The system continually informs the engine driver of any issues arising, and the driver can immediately decide on actions that need to be taken, ensuring a higher level of safety.
Transportation efficiency continues to be an important factor. In the past, when working on steep slopes, Russian Railways crews would have to divide up the trains or double up the locomotives. Now, through the use of a booster section developed by the Ural Locomotives factory in 2013, the power of the locomotive can be increased to 13,200 kW (17,700 hp). This extra power is particularly advantageous in the arduous terrain of the central and southern Urals and western Siberia.
Securing the bolts of the bearing end cap.
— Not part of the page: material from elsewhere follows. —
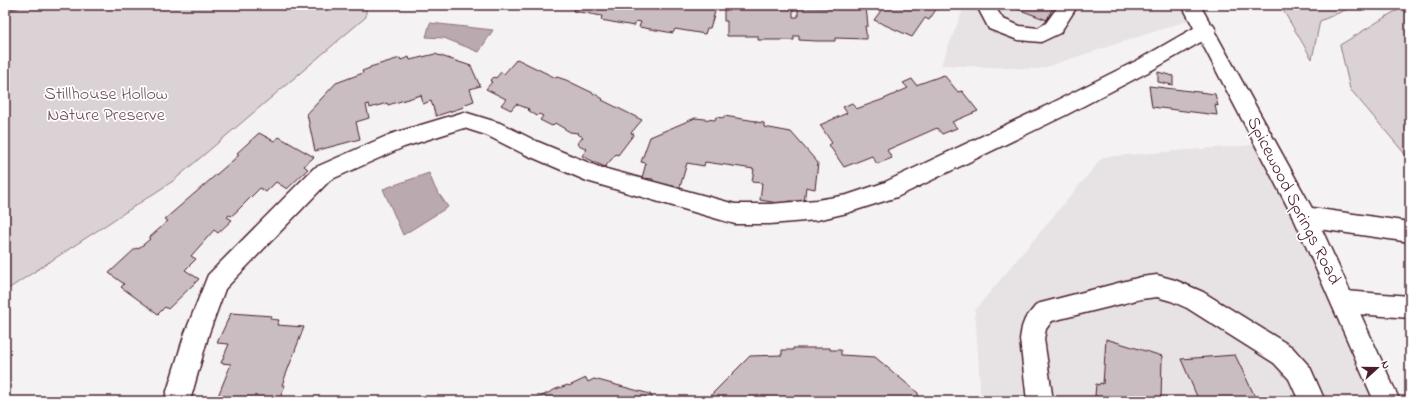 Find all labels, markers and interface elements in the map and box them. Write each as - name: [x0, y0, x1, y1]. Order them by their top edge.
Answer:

The 2ES10 electric locomotive, in its trisectional variant, can haul trains with a load of more than 9,000 tons. without being divided up when the gradient radically changes. This means that the time to delivery and the costs of transportation are significantly reduced.
It’s not all about the power to haul heavy loads, however. It’s about speed as well. The Ural Locomotives factory is now successfully implementing a contract with Russian Railways that shifts production of the Lastochka electric higher-speed (100 mph) passenger train from Germany to Russia.
Wheel axles awaiting assembly.
In 2013, Ural Locomotives opened a new, dedicated production facility, and in May 2014 the first Lastochka trains rolled off the production line. In keeping with a program to use components made in Russia, there are also plans to start fitting SKF axlebox bearings, produced at the SKF factory in Tver, on the Lastochka trains.
The Lastochka is continuing to expand the geography of its routes – on October 1, 2015, the higher-speed trains began operation in two additional areas of the Russian Railways network, the Oktyabrskaya and the Sverdlovsk regions. This in turn has meant a step-up of production at Ural Locomotives; 24 electric higher-speed trains were produced in 2015, and the company has plans to produce a further 30 in 2016.